TASK DESCRIPTION:
Some entries follow. Reproduce exactly the lines starting at the one with "if (halo) g.strokeText(text, 0, 0);" and stopping after the one with "[499,994,496,986,495,977,507,937,507,900,509,880,517,859]".

INFORMATION SHOWN:
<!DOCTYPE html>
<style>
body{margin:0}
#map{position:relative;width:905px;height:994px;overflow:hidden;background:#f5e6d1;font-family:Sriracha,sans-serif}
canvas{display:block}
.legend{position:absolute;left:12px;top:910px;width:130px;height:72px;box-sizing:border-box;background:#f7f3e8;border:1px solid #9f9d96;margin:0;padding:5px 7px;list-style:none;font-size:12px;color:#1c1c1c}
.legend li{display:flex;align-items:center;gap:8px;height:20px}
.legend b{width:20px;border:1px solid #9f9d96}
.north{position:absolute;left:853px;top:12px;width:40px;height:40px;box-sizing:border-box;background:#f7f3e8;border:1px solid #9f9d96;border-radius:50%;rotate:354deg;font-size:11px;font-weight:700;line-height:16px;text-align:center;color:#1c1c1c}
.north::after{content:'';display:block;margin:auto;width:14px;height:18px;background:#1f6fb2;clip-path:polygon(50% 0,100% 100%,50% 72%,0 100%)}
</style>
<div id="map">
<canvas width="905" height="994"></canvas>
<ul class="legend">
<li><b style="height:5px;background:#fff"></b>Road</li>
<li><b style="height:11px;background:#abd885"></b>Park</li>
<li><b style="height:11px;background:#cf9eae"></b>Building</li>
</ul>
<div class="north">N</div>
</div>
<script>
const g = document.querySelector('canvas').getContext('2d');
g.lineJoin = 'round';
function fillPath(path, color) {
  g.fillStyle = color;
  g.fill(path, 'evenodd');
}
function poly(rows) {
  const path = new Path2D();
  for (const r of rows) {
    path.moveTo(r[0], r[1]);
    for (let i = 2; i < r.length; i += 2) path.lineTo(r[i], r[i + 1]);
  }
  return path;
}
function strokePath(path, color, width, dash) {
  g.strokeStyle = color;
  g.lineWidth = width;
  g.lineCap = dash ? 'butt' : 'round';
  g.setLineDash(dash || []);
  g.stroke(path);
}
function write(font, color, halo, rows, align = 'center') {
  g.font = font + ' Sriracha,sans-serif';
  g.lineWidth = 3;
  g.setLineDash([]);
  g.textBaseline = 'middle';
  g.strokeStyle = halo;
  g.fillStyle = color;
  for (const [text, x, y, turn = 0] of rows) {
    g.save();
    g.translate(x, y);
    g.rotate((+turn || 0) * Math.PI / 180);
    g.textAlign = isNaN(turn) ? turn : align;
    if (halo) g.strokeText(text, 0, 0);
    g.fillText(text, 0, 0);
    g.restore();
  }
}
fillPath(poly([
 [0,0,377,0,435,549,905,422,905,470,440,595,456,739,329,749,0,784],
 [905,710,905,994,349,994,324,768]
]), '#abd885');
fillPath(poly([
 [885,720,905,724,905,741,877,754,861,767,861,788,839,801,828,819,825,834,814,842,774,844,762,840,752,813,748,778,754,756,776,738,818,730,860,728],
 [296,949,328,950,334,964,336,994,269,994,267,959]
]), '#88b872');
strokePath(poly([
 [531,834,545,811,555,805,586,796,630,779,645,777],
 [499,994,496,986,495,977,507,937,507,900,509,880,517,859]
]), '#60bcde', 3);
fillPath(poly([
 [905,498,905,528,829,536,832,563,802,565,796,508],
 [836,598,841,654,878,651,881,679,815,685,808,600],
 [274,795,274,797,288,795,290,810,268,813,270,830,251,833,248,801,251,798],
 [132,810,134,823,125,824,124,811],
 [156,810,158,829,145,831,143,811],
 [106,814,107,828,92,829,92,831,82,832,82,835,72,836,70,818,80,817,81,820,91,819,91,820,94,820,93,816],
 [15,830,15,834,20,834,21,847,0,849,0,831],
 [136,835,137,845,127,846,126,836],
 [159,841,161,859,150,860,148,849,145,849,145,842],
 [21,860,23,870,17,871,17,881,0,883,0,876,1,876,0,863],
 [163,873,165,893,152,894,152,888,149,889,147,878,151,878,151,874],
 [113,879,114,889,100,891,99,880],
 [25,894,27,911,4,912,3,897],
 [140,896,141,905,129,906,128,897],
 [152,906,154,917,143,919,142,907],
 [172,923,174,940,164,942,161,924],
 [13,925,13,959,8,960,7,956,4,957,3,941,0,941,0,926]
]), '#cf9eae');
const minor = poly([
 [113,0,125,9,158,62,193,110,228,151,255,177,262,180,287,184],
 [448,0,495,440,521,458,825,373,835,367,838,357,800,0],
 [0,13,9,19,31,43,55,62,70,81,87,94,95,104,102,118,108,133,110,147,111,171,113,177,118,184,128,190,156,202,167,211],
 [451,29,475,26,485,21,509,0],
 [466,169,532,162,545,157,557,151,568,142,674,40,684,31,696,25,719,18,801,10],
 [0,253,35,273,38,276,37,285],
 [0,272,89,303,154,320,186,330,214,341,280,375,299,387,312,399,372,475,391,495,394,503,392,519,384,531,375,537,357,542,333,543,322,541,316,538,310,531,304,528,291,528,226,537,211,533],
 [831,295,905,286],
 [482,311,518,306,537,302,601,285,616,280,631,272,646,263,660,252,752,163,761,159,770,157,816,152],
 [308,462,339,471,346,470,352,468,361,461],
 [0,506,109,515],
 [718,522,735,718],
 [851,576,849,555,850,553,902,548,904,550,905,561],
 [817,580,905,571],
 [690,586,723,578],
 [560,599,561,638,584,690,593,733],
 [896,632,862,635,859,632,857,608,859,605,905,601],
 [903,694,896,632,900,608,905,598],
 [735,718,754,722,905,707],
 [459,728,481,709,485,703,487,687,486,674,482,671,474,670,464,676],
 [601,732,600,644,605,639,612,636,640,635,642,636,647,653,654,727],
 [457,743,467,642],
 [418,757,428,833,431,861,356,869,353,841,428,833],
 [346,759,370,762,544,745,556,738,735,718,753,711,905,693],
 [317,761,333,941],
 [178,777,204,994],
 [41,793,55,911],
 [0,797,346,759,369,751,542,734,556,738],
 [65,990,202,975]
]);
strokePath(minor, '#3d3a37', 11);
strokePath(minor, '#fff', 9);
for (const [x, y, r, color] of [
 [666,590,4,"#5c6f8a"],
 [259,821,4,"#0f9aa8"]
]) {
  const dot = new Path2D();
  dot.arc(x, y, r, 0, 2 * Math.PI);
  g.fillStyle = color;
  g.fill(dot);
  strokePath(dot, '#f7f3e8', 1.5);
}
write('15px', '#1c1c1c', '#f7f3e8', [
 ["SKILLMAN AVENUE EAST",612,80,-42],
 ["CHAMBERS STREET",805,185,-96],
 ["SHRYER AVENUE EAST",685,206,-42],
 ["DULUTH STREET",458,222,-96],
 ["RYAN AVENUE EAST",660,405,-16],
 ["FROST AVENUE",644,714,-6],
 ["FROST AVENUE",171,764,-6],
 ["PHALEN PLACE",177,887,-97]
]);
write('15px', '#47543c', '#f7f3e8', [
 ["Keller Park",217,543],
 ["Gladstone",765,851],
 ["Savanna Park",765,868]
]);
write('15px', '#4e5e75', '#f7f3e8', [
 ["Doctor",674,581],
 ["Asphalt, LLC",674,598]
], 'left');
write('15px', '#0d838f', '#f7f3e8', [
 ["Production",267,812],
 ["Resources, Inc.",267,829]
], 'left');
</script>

==

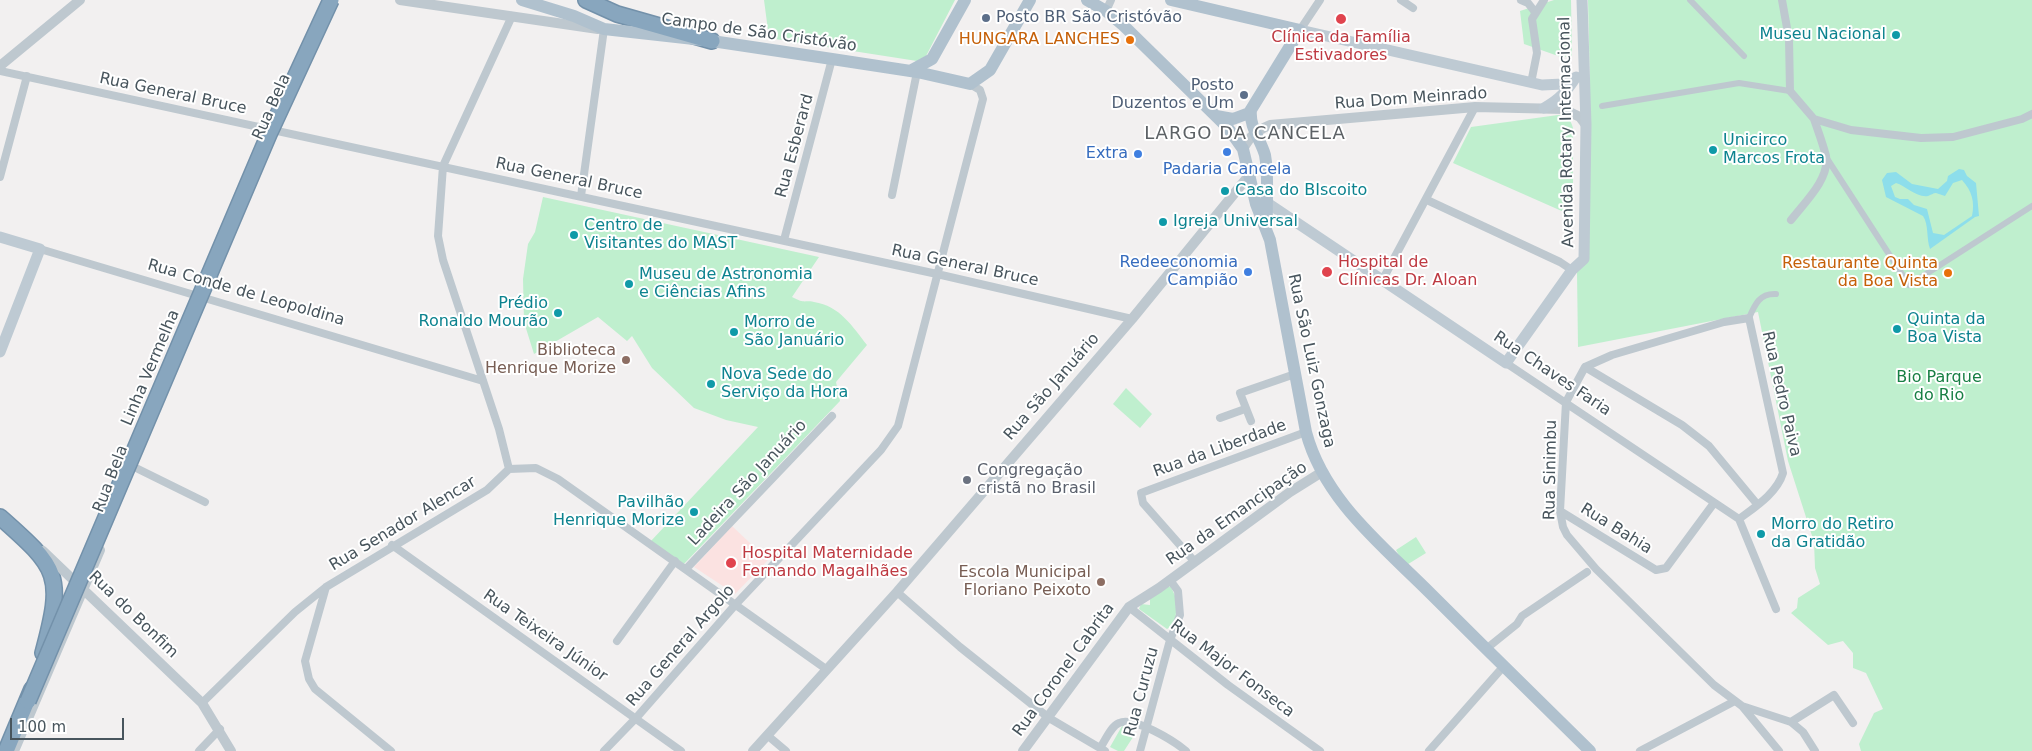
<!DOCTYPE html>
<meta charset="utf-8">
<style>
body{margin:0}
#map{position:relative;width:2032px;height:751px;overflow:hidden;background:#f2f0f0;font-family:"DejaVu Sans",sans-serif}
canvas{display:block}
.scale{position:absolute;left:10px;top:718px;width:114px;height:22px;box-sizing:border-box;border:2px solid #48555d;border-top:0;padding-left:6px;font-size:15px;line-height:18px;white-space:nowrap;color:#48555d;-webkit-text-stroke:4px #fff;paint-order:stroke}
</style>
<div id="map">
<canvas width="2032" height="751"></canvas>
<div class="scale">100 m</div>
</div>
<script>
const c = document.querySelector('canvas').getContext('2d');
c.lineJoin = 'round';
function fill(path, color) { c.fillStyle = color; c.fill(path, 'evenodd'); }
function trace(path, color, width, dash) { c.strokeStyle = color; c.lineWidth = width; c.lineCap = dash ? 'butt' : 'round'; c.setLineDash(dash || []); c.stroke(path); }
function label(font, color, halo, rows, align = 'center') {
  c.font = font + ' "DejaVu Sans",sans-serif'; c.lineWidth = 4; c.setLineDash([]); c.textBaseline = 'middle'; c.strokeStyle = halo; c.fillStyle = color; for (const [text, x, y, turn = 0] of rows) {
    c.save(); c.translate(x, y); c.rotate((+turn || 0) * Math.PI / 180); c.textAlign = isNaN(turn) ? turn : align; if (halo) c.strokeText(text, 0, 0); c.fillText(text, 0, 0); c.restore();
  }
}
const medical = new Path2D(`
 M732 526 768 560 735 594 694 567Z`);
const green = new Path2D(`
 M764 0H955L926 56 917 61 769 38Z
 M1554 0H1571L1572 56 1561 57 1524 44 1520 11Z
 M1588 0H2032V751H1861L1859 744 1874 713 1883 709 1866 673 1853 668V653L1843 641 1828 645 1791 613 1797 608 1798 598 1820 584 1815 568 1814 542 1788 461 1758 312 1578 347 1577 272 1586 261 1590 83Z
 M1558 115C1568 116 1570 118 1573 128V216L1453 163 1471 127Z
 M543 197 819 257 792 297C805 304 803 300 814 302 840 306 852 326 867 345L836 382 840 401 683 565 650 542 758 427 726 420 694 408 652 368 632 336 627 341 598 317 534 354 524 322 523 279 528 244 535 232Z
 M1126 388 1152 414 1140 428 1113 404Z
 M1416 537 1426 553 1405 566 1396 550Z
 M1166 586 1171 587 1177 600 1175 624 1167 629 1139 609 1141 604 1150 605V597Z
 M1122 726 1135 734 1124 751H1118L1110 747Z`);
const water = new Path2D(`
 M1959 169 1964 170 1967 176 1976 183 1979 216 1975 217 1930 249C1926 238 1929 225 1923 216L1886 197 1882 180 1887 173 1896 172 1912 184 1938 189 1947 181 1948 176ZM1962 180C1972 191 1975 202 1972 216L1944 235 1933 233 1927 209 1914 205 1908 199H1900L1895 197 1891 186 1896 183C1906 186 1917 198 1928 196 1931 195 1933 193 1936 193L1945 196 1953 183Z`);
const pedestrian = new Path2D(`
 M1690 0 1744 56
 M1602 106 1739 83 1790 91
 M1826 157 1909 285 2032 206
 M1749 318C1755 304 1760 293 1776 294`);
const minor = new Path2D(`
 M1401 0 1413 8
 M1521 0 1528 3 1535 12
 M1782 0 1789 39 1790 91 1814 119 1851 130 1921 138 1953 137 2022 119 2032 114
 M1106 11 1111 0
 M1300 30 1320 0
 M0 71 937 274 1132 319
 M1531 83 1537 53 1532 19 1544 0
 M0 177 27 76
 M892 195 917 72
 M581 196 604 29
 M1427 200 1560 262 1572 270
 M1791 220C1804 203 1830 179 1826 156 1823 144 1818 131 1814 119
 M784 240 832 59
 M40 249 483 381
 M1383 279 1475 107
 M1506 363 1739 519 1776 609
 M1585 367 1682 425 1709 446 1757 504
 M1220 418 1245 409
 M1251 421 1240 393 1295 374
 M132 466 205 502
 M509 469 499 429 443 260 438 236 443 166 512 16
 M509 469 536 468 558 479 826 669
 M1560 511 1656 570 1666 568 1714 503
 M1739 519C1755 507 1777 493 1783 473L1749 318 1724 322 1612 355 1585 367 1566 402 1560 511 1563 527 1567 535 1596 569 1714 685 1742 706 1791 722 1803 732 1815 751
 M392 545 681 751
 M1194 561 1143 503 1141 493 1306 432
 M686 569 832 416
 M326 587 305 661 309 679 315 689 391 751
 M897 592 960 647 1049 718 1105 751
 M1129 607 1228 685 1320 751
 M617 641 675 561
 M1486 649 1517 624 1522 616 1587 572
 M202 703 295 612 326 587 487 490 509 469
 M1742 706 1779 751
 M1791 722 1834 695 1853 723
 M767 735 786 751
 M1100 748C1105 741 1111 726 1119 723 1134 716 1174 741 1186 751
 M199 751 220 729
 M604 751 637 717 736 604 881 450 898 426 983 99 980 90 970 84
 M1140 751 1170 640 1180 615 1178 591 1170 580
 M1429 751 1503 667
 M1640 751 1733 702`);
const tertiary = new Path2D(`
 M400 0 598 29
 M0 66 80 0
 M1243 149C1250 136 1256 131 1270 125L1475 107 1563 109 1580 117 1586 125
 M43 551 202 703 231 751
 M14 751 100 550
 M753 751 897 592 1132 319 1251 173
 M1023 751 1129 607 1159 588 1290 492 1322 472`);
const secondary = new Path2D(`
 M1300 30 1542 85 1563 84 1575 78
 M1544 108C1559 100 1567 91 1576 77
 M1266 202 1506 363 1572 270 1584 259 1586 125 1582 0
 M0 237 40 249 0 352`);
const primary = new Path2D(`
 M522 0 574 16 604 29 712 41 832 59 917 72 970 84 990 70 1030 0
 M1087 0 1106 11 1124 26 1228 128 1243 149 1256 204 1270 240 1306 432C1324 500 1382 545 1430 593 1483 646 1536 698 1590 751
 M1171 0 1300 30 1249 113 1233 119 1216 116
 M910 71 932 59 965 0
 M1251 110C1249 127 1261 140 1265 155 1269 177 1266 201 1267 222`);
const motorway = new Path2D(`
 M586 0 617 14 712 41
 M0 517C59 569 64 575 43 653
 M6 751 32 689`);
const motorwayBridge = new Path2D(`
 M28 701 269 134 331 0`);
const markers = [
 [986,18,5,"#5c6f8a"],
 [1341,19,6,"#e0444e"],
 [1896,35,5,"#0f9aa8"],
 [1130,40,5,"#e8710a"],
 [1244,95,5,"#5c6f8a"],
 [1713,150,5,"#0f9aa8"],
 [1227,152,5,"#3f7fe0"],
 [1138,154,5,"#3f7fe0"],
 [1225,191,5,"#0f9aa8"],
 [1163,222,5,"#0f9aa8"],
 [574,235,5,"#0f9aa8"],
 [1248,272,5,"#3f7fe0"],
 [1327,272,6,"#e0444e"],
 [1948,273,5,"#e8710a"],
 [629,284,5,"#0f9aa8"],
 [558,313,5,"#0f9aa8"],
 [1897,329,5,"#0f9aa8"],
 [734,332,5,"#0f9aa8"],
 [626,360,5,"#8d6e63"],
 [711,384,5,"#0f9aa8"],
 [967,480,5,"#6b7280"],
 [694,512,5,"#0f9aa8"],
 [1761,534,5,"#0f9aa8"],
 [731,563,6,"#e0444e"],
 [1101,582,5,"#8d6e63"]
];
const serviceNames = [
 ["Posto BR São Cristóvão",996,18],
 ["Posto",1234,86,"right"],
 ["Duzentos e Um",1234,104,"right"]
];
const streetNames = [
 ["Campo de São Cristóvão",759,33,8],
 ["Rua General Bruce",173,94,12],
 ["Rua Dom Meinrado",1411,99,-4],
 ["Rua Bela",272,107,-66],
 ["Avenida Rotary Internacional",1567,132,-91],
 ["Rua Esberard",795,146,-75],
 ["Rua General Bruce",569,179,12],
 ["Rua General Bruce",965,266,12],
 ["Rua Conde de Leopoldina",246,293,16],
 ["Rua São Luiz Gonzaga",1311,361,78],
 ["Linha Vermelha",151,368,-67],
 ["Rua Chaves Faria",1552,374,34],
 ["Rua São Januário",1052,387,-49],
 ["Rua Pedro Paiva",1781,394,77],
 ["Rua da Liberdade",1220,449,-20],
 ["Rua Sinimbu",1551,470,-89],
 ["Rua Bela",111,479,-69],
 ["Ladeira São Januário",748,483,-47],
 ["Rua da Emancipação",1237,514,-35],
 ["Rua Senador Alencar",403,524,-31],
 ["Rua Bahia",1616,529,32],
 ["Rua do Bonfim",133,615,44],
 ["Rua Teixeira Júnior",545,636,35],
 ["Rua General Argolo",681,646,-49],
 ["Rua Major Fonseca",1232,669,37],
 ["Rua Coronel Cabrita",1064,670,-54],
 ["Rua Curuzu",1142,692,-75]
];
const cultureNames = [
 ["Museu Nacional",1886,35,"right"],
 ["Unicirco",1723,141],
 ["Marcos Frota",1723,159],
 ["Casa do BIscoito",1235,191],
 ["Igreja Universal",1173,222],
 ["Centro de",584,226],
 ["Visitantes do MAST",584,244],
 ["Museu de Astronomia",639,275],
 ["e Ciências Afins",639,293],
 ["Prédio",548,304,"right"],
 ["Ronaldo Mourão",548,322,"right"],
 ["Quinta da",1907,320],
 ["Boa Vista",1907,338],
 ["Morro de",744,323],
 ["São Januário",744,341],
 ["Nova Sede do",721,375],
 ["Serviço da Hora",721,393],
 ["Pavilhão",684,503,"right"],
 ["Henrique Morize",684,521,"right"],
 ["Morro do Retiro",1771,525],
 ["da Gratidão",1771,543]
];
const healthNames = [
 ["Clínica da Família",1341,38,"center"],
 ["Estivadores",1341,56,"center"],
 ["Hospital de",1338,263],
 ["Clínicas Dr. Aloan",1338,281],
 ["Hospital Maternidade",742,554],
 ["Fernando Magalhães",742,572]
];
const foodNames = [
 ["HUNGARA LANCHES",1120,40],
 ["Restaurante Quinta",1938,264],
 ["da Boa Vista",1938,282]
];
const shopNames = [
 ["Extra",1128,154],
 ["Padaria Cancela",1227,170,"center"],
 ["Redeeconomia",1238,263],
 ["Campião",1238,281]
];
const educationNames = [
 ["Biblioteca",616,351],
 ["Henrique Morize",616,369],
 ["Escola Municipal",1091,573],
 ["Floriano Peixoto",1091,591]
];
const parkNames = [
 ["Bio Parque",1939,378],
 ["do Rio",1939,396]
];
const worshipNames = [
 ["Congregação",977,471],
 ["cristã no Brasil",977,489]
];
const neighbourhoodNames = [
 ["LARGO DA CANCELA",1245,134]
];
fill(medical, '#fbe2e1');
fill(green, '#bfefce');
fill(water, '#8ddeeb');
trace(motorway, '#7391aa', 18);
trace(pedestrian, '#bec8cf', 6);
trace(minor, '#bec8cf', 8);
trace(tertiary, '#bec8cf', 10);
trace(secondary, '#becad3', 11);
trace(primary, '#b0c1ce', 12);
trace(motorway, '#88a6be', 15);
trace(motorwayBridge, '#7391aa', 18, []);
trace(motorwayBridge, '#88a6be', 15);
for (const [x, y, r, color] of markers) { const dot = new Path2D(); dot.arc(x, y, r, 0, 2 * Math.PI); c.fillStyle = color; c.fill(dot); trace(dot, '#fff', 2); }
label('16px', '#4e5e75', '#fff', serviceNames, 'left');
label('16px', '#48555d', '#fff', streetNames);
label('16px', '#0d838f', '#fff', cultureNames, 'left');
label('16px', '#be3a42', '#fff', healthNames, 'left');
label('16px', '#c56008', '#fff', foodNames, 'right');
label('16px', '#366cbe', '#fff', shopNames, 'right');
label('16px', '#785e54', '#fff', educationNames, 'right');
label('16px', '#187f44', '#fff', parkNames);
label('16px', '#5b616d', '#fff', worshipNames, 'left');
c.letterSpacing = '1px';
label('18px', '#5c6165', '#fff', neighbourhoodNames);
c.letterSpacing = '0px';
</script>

PROBLEM SOLUTION:
    if (halo) g.strokeText(text, 0, 0);
    g.fillText(text, 0, 0);
    g.restore();
  }
}
fillPath(poly([
 [0,0,377,0,435,549,905,422,905,470,440,595,456,739,329,749,0,784],
 [905,710,905,994,349,994,324,768]
]), '#abd885');
fillPath(poly([
 [885,720,905,724,905,741,877,754,861,767,861,788,839,801,828,819,825,834,814,842,774,844,762,840,752,813,748,778,754,756,776,738,818,730,860,728],
 [296,949,328,950,334,964,336,994,269,994,267,959]
]), '#88b872');
strokePath(poly([
 [531,834,545,811,555,805,586,796,630,779,645,777],
 [499,994,496,986,495,977,507,937,507,900,509,880,517,859]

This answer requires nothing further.